Ni Yves, ni Marie n'étaient convaincus. Mais l'idée était semée dans leur esprit. Ils dirent qu'ils voulaient la considérer à tête reposée. La rentrée était six semaines plus tard, cela laissait du temps pour réfléchir et pour sonder les réactions d'Emmanuel à ce sujet. Comment prendrait-il la chose, lui qui n'avait quasiment pas quitté l'enceinte de Ti-Ar-Mor depuis son arrivée et qui refusait toujours de descendre en ville quand l'occasion se présentait ? Son univers restreint lui suffisait. Il s'y sentait bien, en sécurité. Pourquoi aurait-il cherché à l'élargir quand il le comblait ?
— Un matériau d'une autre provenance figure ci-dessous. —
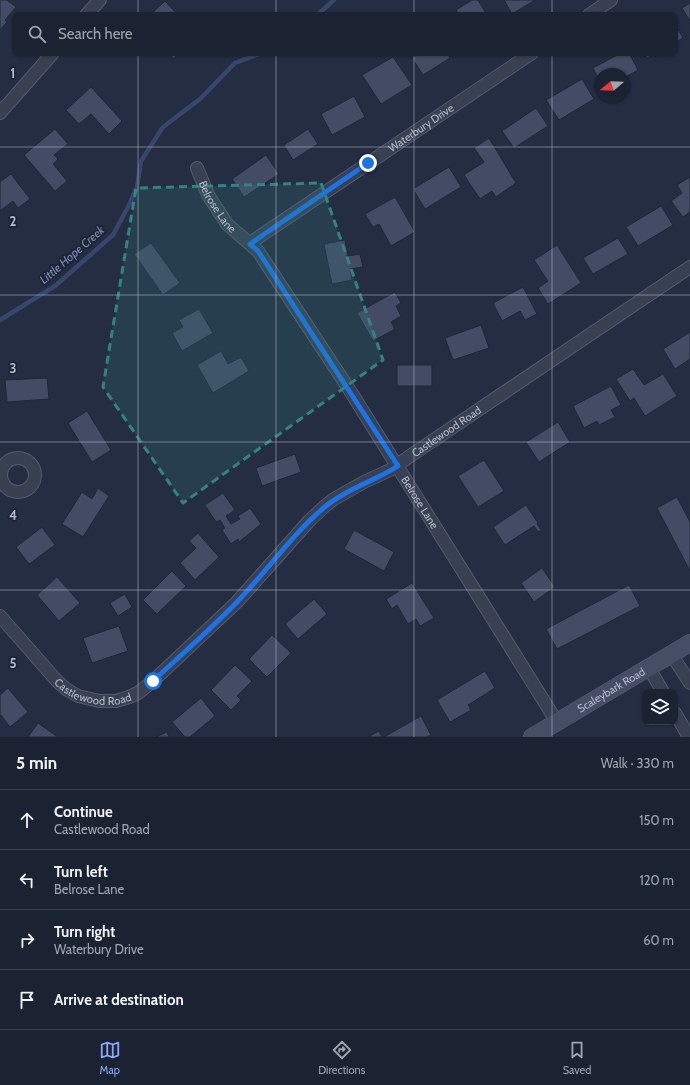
<!DOCTYPE html>
<meta charset="utf-8">
<style>
body{margin:0;font-family:Cabin,sans-serif;background:#242a3a;color:#f1f3f6}
.controls{position:absolute;right:12px;bottom:12px;display:grid;overflow:hidden;border-radius:8px;box-shadow:0 1px 3px #0004}
.controls button{width:36px;height:36px;display:grid;place-items:center;padding:0;border:0;border-bottom:1px solid #393f4d;background:#1b2232;color:#f1f3f6;font:20px sans-serif}
.compass{position:absolute;left:594px;top:68px;width:36px;height:36px;border-radius:50%;background:#1b2232;box-shadow:0 1px 3px #0004;rotate:251deg}
.stop{position:absolute;width:12px;height:12px;margin:-9px;border:3px solid #1a73e8;border-radius:50%;background:#fff}
.stop.end{background:#1a73e8;border-color:#fff;box-shadow:0 1px 4px #0008}
.list{margin:0;padding:0;list-style:none}
h2{display:flex;justify-content:space-between;align-items:center;height:52px;margin:0;padding:0 16px;font-size:17px}
h2 small{font-size:13px;font-weight:400;color:#a0a4ac}
.list li{display:grid;grid-template-columns:26px 1fr auto;gap:12px;align-items:center;box-sizing:border-box;height:60px;padding:0 16px;border-top:1px solid #393f4d}
.list b{display:block;font-size:15px;white-space:nowrap}
.list p{margin:0;font-size:13px;white-space:nowrap;color:#a0a4ac}
.list em{font-size:13px;font-style:normal;color:#a0a4ac}
.icon{flex:none;width:22px;height:22px;fill:none;stroke:currentColor;stroke-width:2;stroke-linecap:round;stroke-linejoin:round}
.map{position:relative;flex:none;width:690px;height:737px;overflow:hidden}
.search{position:absolute;background:#1b2232;box-shadow:0 1px 3px #0004;left:12px;right:12px;top:12px;height:44px;display:flex;align-items:center;gap:10px;box-sizing:border-box;padding:0 14px;border-radius:8px;color:#a0a4ac;font-size:15px}
.sheet{height:292px;background:#1b2232}
nav{display:flex;justify-content:space-around;align-items:center;box-sizing:border-box;height:56px;border-top:1px solid #393f4d;background:#1b2232;font-size:11px;color:#a0a4ac}
nav a{display:grid;justify-items:center;gap:2px}
nav .on{color:#88a7fe}
.map>svg:first-child{display:block}
.lines{fill:none;stroke-linecap:round;stroke-linejoin:round}
.stream{stroke:#37466a;stroke-width:4.5}
.building{fill:#434c64;stroke:#1f2739}
.street-casing{stroke:#535b6c;stroke-width:14}
.secondary-casing{stroke:#535b6c;stroke-width:18}
.street{stroke:#384051;stroke-width:12}
.secondary{stroke:#464e65;stroke-width:17}
.route{stroke:#1a73e8;stroke-width:5}
.marked{fill:#308481;fill-opacity:0.2;stroke:#308481;stroke-width:3;stroke-dasharray:8 5;stroke-linejoin:round}
.grid{fill:none;stroke:#b5bbcc;stroke-width:1;stroke-opacity:0.55}
.labels{text-anchor:middle;stroke-width:4;stroke-linejoin:round;paint-order:stroke}
.street-label{font-size:11px;fill:#b5bbcc;stroke:#1d2537}
.water-label{font-size:12px;font-style:italic;fill:#7b8db5;stroke:#1d2537}
.grid-label{font-size:13px;text-anchor:middle;font-weight:bold;fill:#b5bbcc;stroke:#1d2537;stroke-width:4;stroke-linejoin:round;paint-order:stroke}
</style>
<div class="map">
<svg width="690" height="737" viewBox="0 0 690 737">
<rect width="100%" height="100%" fill="#242d42"/>
<g class="lines">
<!-- stream -->
<path class="stream" d="M317,15L334,0
M0,320L55,286L113,235L128,207L137,187L141,161L163,127L200,99L235,63L262,53"/>
</g>
<!-- building -->
<path class="building" d="M0,0H7L16,7L5,20L7,22L0,30Z
M472,0H478L487,15H459L456,10Z
M504,0H535L512,14Z
M165,1L178,15H150Z
M690,3V21L682,8Z
M675,24L683,38L675,43Z
M168,53H179L174,59Z
M420,53H447L450,58L423,75L412,58Z
M621,53H629L638,70L624,78V74H600V82L593,68Z
M644,53H657L647,58Z
M393,57L412,85L381,104L362,75Z
M582,79L594,99L559,120L546,100Z
M91,87L122,121L109,134L91,114L79,124L66,110Z
M354,96L365,117L332,135L321,114Z
M536,108L548,126L514,148L502,131Z
M55,129L68,144L54,155L58,159L53,164L67,181L55,191L24,155Z
M308,129L318,144L293,160L284,145Z
M489,138L516,183L496,197L492,191L480,199L464,175L484,162L474,148Z
M266,155L279,174L244,197L232,179Z
M449,167L461,187L425,209L413,189Z
M11,174L30,199L18,208L13,201L0,211V182Z
M690,177V212L683,217L671,201L682,193L677,185Z
M395,197L415,232L391,246L379,224L373,227L365,214Z
M661,206L673,225L638,246L626,227Z
M618,238L628,254L593,274L583,258Z
M345,240L348,256L360,254L363,267L350,269L352,280L332,284L324,244Z
M151,243L180,283L163,295L134,254Z
M557,245L581,283L548,304L538,288L548,281L534,260Z
M523,287L537,314L525,320L520,311L502,321L493,303Z
M395,292L401,303L396,306L401,316L391,322L395,329L373,341L357,313Z
M199,309L213,333L182,351L172,333L183,327L179,320Z
M481,325L489,348L453,360L445,338Z
M690,332V359L675,369L663,349Z
M221,351L228,364L241,357L249,371L213,393L197,365Z
M397,365H432V386H397Z
M633,369L644,385L663,374L677,396L645,416L634,398L630,401L616,379Z
M47,378L49,399L7,402L5,380Z
M611,386L621,405L611,410L615,417L599,425L597,421L584,428L573,406Z
M87,411L111,450L92,462L68,423Z
M558,422L570,442L539,462L526,442Z
M295,454L301,472L262,486L256,468Z
M484,460L504,491L478,507L458,476Z
M98,488L109,496L83,537L62,524L82,492L92,499Z
M223,493L235,510L226,516L231,524L240,519L238,516L250,508L261,524L239,542L238,539L231,544L222,530L225,528L220,520L216,522L205,505Z
M677,497L690,522V571L657,508Z
M526,505L538,523L537,524L541,530L538,532L534,526L505,545L493,527Z
M42,527L55,545L29,564L16,547Z
M354,530L394,552L384,571L344,549Z
M198,533L219,557L195,580L180,563L196,548L189,541Z
M542,568L555,587L534,602L521,583Z
M172,571L186,586L157,614L143,600Z
M57,577L80,603L59,621L37,595Z
M412,583L434,618L420,626L416,619L408,624L397,605L392,609L386,599Z
M629,585L640,606L557,649L546,629Z
M125,594L132,607L118,616L110,603Z
M314,599L327,614L298,639L285,624Z
M119,626L128,651L92,663L83,638Z
M272,635L291,653L267,677L249,659Z
M235,665L252,681L237,696L241,700L231,710L211,690Z
M485,671L495,688L468,705L471,710L450,722L437,700Z
M8,688L28,712L10,727L1,715L0,716V695Z
M201,698L215,716L190,737H185L172,722Z
M421,716L431,735L427,737H384Z
M38,723L58,737H28Z
M379,731L382,737H371L370,736Z
M167,732L169,737H156Z"/>
<g class="lines">
<defs>
<g id="street">
<path d="M86,15L100,0"/>
<path d="M589,15L611,0"/>
<path d="M0,113L53,53"/>
<path id="s1" d="M197,168L208,195L227,224L258,251L349,389L557,722"/>
<path id="s2" d="M250,243L532,53"/>
<circle cx="18" cy="475" r="17"/>
<path id="s3" d="M0,616L57,681L66,689L78,696L99,701H116L129,697L138,693L153,681L237,602L309,521L325,506L334,499L364,482L390,470L413,454L690,267"/>
<path d="M671,654L690,683"/>
<path d="M649,668L663,692"/>
<path d="M675,713L689,737"/>
</g>
<g id="secondary">
<path id="s4" d="M532,737L690,643"/>
</g>
</defs>
<!-- street casing -->
<use href="#street" class="street-casing"/>
<!-- secondary casing -->
<use href="#secondary" class="secondary-casing"/>
<!-- street -->
<use href="#street" class="street"/>
<!-- secondary -->
<use href="#secondary" class="secondary"/>
</g>
<g class="lines">
<!-- route -->
<path class="route" d="M153,681C181,655 211,629 237,602C267,571 293,533 326,506C348,488 375,481 398,466L258,251L250,244L368,163"/>
</g>
<!-- marked area -->
<path class="marked" d="M321,183L383,360L183,503L103,387L136,188Z"/>
<!-- grid -->
<path class="grid" d="M138,0V15M276,0V15M414,0V15M552,0V15M138,53V737M276,53V737M414,53V737M552,53V737M0,147H690M0,295H690M0,442H690M0,590H690"/>
<g class="labels">
<!-- street labels -->
<g class="street-label">
<text dy="4" stroke="none"><textPath href="#s2" startOffset="206">Waterbury Drive</textPath></text>
<text dy="4" stroke="none"><textPath href="#s1" startOffset="44">Belrose Lane</textPath></text>
<text dy="4" stroke="none"><textPath href="#s3" startOffset="582">Castlewood Road</textPath></text>
<text dy="4" stroke="none"><textPath href="#s1" startOffset="404">Belrose Lane</textPath></text>
<text dy="4" stroke="none"><textPath href="#s3" startOffset="126">Castlewood Road</textPath></text>
<text dy="4" stroke="none"><textPath href="#s4" startOffset="92">Scaleybark Road</textPath></text>
</g>
<!-- water labels -->
<g class="water-label">
<text transform="translate(72 255) rotate(-41)" y="4">Little Hope Creek</text>
</g>
</g>
<g class="grid-label">
<text x="13" y="78">1</text>
<text x="13" y="226">2</text>
<text x="13" y="373">3</text>
<text x="13" y="520">4</text>
<text x="13" y="668">5</text>
</g>
</svg>
<div class="controls">
<button><svg class="icon" aria-label="layers" viewBox="0 0 24 24"><path d="M12 4l9 5-9 5-9-5zM3 14l9 5 9-5"/></svg></button>
</div>
<svg class="compass" viewBox="-18 -18 36 36"><path d="M0-13l5 13h-10z" fill="#e53935"/><path d="M0 13l5-13h-10z" fill="#a0a4ac"/></svg>
<div class="stop" style="left:153px;top:681px"></div>
<div class="stop end" style="left:368px;top:163px"></div>
<div class="search"><svg class="icon" aria-label="search" viewBox="0 0 24 24"><circle cx="10" cy="10" r="6"/><path d="M15 15l6 6"/></svg>Search here</div>
</div>
<section class="sheet">
<h2>5 min<small>Walk · 330 m</small></h2>
<ul class="list">
<li><svg class="icon" aria-label="ahead" viewBox="0 0 24 24"><path d="M12 20V5M6 11l6-6 6 6"/></svg><div><b>Continue</b><p>Castlewood Road</p></div><em>150 m</em></li>
<li><svg class="icon" aria-label="left" viewBox="0 0 24 24"><path d="M17 20v-9H6M10 6l-5 5 5 5"/></svg><div><b>Turn left</b><p>Belrose Lane</p></div><em>120 m</em></li>
<li><svg class="icon" aria-label="right" viewBox="0 0 24 24"><path d="M7 20v-9h11M14 6l5 5-5 5"/></svg><div><b>Turn right</b><p>Waterbury Drive</p></div><em>60 m</em></li>
<li><svg class="icon" aria-label="arrive" viewBox="0 0 24 24"><path d="M6 21V4h12l-3 4 3 4H6"/></svg><div><b>Arrive at destination</b></div></li>
</ul>
</section>
<nav>
<a class="on"><svg class="icon" aria-label="map" viewBox="0 0 24 24"><path d="M3 6l6-2 6 2 6-2v14l-6 2-6-2-6 2zM9 4v14M15 6v14"/></svg>Map</a>
<a><svg class="icon" aria-label="directions" viewBox="0 0 24 24"><path d="M12 3l9 9-9 9-9-9zM9 14v-3h6M13 9l2 2-2 2"/></svg>Directions</a>
<a><svg class="icon" aria-label="saved" viewBox="0 0 24 24"><path d="M7 4h10v16l-5-4-5 4z"/></svg>Saved</a>
</nav>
Le fait qu'il rôdât comme une âme en peine autour du bureau de l'ingénieur quand Yannick y travaillait à contrecœur étonna les Le Quellec qui s'imaginèrent qu'il attendait seulement la libération de son frère pour aller jouer. Ils lui expliquèrent donc la nécessité que son aîné avait d'apprendre quelques notions de base avant de partir à la pension.

— Je ne pourrais pas apprendre avec lui ? demanda timidement le petit garçon.

— Cela te ferait plaisir ?

— Oh oui ! s'écria Emmanuel d'un élan enthousiaste qui en disait long sur son désir.

Yves introduisit alors l'enfant dans son bureau. Yannick lorsqu'il eût compris que son frère souhaitait ce qu'il détestait, à savoir étudier, le décréta complètement fou. Pouvait-on aimer le calcul, l'orthographe, la géographie, l'histoire ? Il n'en crut pas ses yeux quand il le vit commencer une page d'exercices de mathématiques et noircir une feuille de papier à une vitesse époustouflante. Son père regardait aussi, prodigieusement intéressé.

— Tu as déjà fini ?

Emmanuel, tout sourire, lui tendit sa feuille.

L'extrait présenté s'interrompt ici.